BioC2024

Non-negative Matrix Factorization (NMF) is a popular and interpretable method for dimension reduction. NMF can be used in the same analysis pipelines as Principal Component Analysis, but also provides direct insights into patterns of gene co-expression (biological processes) and context of cell similarities (soft clustering). However, NMF implementations have historically been too slow to scale to the size of datasets available today. We implemented very fast and scalable NMF in our "singlet" R package, which natively supports sparse matrices and can scale to datasets with tens of millions of cells. We trained an NMF model on 28 million human transcriptomes from the Chan Zuckerberg Initiative CellCensus dataset. Our embeddings are publicly available as CellCensus models for transfer learning. We also developed new data structures for single-cell data that outperform BPCells in terms of compression by ~4x and exceed performance, allowing for in-core NMF on high-memory HPC nodes of over 100 million single-cell transcriptomes, in theory. Here we show how a standard Seurat object can make use of "singlet" NMF, what insights can be derived from this data, and we share some of the use cases for our new CellCensus model, and show how our new data structures enable in-core analysis of single-cell datasets that normally would require distributed computing.

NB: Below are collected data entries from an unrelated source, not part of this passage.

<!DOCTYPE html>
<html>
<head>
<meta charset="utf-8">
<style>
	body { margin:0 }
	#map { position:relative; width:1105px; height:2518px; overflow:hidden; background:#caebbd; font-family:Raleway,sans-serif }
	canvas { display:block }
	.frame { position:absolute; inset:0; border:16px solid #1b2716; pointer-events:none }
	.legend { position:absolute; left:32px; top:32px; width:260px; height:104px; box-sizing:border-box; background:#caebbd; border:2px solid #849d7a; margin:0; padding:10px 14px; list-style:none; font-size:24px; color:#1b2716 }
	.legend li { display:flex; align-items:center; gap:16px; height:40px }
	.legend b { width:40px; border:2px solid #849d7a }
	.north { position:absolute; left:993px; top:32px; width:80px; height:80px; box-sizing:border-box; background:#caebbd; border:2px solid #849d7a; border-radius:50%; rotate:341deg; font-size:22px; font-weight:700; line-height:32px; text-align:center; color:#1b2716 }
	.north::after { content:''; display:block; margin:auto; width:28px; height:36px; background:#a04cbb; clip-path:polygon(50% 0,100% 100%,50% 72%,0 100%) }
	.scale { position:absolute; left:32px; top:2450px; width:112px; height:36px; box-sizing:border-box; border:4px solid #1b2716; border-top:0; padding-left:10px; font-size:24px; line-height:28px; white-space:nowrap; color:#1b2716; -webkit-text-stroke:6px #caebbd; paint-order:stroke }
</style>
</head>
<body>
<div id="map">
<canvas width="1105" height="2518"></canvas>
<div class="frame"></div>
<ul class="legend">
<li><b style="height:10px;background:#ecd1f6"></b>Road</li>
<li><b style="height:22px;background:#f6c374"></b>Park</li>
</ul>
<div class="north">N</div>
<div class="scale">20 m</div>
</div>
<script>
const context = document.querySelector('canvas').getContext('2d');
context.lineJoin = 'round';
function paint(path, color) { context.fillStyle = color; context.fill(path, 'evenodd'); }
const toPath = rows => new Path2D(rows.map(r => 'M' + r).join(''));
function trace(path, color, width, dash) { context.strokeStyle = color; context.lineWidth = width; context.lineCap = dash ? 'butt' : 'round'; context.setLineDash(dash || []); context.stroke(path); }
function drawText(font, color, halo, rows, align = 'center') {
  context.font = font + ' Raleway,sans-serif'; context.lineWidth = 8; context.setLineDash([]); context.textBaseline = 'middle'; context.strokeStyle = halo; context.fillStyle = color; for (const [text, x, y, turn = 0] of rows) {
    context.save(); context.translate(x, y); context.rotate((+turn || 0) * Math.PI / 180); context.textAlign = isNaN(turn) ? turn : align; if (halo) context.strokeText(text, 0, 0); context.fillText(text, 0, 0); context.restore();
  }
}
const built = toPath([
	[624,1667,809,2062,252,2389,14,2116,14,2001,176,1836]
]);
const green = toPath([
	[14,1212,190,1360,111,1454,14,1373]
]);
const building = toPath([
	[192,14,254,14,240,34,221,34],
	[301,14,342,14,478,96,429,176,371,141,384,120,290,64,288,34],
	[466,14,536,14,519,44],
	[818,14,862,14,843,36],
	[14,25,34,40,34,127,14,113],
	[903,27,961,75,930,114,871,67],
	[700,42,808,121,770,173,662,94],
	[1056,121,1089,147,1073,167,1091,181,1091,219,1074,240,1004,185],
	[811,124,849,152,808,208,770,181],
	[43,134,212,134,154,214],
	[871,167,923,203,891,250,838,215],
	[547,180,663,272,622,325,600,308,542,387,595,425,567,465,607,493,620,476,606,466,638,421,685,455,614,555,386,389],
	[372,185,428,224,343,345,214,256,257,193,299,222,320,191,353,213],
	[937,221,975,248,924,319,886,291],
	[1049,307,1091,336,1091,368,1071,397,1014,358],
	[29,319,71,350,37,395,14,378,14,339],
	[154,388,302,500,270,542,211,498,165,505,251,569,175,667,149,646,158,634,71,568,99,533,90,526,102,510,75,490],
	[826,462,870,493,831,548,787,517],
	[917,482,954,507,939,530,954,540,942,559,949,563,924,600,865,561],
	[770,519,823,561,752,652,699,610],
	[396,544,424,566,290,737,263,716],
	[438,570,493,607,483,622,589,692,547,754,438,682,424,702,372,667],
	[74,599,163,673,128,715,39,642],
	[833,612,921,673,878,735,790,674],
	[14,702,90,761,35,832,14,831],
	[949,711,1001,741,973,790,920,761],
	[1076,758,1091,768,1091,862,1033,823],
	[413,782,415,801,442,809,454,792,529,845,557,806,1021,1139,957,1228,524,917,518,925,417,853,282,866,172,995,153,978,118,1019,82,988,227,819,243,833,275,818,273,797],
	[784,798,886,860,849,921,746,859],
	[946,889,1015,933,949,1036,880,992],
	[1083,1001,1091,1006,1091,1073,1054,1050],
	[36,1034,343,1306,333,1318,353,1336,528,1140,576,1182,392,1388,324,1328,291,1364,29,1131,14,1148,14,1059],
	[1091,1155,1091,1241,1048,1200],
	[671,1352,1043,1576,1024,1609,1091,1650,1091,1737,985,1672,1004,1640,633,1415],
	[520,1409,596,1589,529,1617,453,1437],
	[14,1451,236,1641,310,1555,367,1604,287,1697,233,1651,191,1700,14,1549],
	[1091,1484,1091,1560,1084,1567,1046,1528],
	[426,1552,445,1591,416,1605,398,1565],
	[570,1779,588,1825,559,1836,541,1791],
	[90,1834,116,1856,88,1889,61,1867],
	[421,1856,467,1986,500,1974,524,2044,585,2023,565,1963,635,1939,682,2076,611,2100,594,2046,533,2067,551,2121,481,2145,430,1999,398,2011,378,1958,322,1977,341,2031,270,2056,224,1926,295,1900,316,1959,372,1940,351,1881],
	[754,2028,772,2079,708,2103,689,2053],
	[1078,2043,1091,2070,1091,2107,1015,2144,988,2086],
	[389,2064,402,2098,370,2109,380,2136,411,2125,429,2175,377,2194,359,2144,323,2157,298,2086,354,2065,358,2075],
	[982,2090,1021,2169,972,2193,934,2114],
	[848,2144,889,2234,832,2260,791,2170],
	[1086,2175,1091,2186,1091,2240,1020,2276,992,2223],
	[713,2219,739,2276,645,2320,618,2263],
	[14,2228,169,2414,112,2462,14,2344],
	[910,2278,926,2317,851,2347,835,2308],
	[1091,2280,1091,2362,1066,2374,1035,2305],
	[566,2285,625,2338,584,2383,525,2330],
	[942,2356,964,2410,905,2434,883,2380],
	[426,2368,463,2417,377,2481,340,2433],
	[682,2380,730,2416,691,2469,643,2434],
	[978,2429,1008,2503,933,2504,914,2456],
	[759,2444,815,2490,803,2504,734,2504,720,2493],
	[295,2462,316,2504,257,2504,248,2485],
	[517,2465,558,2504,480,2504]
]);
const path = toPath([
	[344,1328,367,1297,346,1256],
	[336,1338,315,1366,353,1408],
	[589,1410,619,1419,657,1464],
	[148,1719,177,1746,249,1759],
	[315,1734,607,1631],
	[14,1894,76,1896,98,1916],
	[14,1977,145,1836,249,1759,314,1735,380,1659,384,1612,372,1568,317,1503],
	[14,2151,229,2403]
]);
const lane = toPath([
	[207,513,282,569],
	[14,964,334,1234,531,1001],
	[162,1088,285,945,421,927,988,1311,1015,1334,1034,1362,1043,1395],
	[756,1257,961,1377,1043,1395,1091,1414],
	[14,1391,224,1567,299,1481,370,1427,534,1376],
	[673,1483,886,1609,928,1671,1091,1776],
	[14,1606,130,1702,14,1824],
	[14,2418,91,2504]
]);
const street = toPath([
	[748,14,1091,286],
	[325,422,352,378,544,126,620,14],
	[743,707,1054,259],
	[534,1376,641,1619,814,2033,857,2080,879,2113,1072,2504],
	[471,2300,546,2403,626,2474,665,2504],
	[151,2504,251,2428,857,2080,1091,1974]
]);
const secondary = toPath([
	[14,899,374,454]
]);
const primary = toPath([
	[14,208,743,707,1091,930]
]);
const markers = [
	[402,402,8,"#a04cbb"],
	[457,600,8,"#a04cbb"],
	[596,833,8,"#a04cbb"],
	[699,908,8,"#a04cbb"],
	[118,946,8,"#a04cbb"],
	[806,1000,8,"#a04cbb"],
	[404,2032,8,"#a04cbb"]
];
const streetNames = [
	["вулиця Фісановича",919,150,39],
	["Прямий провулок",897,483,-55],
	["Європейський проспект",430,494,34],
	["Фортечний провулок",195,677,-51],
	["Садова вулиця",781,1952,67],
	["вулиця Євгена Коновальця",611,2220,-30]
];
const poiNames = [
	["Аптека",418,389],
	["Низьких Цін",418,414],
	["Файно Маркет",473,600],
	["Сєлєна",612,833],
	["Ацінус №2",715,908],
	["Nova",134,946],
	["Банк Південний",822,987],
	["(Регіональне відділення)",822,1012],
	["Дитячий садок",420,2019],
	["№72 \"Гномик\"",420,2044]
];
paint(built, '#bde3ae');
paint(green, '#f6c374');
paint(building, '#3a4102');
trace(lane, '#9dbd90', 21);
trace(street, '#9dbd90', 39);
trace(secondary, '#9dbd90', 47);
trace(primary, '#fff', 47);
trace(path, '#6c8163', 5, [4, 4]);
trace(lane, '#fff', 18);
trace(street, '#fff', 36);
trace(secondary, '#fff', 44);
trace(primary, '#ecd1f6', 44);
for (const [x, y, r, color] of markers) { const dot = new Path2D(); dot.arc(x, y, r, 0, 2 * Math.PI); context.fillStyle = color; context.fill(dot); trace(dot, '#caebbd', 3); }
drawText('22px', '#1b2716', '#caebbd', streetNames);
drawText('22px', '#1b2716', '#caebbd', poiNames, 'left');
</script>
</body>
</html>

Foundation models of single-cell transcriptomics data promise unprecedented capability to reason about any new information in the context of a vast knowledge about gene co-expression and regulation patterns. While current work in this space largely uses transformer- or GPT-based architectures, we are building multimodal generative architectures that rely on mixture-of-experts variational autoencoders with generate adversarial feedback. Our approaches permit scalable integration of transcriptomes across any supervised metadata labels (e.g. organ, disease, assay, dataset id, etc.) and modalities (e.g. RNA, ADT, ATAC), but also across species without making any a priori assumptions about gene homology. Here we present our work to date on these new architectures involving models trained on ~40 million single-cell transcriptomes from human and mouse in the Chan Zuckerberg Initiative CellCensus, and also zebrafish data from several other datasets. These foundation models open new opportunities for highly-powered prediction tasks even on small sample sizes by leveraging a vast knowledge of transcriptomics.